Jumping into a team with two Frenchman, and a Welsh gentleman whose accent was thicker than syrup, my external linguistic shortcomings beyond English became very apparent. I had no idea what was going on, no idea how to deploy my special ability, no idea why I couldn’t choose an operator, and basically no idea about anything.
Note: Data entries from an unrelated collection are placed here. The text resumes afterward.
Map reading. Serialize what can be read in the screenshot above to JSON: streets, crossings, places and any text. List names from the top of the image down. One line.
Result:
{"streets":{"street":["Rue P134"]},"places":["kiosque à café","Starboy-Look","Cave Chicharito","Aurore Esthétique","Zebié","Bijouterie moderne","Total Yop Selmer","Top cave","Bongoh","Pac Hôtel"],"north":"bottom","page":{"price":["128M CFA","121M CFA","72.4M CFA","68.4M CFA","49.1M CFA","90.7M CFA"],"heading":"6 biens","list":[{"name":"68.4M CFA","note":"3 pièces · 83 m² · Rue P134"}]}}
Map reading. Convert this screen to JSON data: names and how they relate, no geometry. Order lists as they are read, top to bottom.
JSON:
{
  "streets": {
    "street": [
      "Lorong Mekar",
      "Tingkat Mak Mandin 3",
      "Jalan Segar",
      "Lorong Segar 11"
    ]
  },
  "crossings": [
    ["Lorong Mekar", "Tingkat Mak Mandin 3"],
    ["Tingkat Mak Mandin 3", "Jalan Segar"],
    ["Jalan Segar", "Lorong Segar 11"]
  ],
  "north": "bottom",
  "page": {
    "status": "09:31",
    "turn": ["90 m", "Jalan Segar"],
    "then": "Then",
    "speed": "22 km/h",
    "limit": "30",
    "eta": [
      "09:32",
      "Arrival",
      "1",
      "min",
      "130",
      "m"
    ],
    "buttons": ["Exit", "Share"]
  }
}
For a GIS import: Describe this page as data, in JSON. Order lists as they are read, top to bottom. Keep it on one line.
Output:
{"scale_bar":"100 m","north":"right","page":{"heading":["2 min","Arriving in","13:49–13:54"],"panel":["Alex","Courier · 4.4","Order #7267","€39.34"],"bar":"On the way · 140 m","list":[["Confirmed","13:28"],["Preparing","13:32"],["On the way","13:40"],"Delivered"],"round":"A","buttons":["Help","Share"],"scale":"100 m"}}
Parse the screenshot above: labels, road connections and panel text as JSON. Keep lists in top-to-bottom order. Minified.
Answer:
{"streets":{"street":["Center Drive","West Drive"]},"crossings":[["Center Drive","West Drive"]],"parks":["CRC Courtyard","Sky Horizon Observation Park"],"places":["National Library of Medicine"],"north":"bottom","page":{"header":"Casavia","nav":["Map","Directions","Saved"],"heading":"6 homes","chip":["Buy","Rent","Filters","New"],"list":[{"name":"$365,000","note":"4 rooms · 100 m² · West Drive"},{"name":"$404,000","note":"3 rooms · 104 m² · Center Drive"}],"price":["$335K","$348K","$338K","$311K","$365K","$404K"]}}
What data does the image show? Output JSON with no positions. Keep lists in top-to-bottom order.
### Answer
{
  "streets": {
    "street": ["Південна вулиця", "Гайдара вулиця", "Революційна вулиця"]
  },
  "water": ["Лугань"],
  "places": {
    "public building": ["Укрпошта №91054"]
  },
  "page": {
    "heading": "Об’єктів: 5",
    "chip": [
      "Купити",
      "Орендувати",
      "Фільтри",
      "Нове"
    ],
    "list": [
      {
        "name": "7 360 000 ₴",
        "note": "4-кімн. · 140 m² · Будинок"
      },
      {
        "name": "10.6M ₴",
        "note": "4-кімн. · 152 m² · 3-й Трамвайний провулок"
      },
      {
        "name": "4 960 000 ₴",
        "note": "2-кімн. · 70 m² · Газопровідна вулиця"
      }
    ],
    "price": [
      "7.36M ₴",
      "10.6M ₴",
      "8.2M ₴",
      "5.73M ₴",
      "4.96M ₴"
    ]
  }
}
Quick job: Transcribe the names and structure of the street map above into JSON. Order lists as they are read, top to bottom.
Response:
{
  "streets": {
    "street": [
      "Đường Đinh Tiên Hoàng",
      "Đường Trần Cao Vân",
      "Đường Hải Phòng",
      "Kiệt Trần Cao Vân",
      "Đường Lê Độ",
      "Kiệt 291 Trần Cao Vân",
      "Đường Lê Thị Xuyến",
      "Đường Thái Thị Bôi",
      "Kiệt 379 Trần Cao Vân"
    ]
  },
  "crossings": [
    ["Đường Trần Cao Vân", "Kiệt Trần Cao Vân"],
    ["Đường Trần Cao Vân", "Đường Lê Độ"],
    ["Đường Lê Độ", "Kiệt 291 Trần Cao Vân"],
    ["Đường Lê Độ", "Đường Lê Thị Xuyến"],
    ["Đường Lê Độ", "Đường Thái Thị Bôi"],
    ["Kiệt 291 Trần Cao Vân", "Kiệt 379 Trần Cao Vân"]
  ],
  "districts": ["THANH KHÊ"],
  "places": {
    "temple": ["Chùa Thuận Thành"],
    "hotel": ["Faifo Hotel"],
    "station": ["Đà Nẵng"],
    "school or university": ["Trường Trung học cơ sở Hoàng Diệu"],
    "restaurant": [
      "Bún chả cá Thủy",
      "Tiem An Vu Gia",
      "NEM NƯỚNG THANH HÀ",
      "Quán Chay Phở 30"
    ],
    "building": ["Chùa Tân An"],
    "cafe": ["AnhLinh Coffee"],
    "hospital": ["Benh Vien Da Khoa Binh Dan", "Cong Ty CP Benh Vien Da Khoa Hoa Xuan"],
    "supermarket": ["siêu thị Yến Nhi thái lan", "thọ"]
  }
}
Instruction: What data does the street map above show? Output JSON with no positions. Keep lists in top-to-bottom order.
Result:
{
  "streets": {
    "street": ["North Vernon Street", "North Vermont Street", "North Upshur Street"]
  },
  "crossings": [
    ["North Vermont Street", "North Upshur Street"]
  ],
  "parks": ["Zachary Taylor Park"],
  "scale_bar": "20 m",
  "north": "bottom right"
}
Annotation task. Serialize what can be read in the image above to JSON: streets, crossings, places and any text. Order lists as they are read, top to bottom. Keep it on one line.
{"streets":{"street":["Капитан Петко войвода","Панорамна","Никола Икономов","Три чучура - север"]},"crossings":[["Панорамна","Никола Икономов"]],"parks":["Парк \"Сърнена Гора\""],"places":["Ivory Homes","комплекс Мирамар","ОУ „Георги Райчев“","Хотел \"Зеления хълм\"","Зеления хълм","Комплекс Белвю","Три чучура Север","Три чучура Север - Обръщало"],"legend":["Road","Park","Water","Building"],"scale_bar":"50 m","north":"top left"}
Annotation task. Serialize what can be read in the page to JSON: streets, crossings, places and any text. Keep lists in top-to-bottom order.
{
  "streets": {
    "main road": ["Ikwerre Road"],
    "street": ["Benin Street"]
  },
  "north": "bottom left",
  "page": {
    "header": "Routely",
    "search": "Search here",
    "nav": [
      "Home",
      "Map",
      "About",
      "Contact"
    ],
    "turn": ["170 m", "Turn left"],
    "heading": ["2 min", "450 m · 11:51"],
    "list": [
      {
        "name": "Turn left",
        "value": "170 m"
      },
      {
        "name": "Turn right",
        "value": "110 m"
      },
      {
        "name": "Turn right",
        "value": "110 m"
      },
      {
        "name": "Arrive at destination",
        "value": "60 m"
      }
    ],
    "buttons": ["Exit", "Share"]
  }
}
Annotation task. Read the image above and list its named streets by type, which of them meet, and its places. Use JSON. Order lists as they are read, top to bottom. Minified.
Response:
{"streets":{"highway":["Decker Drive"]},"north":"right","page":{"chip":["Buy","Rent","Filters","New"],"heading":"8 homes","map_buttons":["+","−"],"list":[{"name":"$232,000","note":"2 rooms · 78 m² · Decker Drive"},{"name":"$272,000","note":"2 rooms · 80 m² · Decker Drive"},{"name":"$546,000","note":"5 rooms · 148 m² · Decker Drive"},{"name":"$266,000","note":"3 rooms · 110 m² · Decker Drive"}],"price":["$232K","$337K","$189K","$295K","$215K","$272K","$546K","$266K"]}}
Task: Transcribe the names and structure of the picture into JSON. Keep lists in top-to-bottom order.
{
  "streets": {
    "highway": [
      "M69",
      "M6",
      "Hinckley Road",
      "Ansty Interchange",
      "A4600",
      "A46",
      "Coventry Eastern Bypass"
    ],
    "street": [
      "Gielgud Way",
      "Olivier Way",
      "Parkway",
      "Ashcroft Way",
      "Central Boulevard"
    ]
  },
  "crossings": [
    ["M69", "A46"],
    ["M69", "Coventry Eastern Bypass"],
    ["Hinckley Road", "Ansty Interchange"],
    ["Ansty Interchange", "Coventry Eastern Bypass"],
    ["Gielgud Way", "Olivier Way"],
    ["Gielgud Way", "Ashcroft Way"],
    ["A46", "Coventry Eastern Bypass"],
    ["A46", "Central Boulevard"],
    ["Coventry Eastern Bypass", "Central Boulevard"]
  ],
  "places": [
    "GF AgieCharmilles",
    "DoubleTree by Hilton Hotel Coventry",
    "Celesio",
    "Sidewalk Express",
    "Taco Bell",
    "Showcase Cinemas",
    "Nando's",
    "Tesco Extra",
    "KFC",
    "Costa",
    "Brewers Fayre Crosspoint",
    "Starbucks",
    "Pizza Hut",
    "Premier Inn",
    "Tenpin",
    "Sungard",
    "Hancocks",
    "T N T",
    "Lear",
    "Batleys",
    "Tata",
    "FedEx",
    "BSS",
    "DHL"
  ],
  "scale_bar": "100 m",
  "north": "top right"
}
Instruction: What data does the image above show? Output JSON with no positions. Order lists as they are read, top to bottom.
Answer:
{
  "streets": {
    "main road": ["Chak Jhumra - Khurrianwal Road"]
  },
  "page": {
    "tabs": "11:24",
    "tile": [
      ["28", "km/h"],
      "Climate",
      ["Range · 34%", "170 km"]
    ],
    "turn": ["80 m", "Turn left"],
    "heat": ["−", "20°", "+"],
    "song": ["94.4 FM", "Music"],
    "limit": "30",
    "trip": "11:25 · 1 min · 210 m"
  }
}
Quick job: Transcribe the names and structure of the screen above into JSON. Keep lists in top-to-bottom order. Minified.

The emphasis on teammwork, communication and synchronisation of Rainbow Six Siege was abundantly clear and by the complete disaster that was my first game, we had none. You see, matches in Rainbow Six Siege are ostensibly timed and objective-based, with different mission types dedicated to bomb defusal or hostage rescue, but rounds are just as likely to be player-vs-player bloodbaths; there’s no respawn after death, and eliminating an enemy team also counts as a win.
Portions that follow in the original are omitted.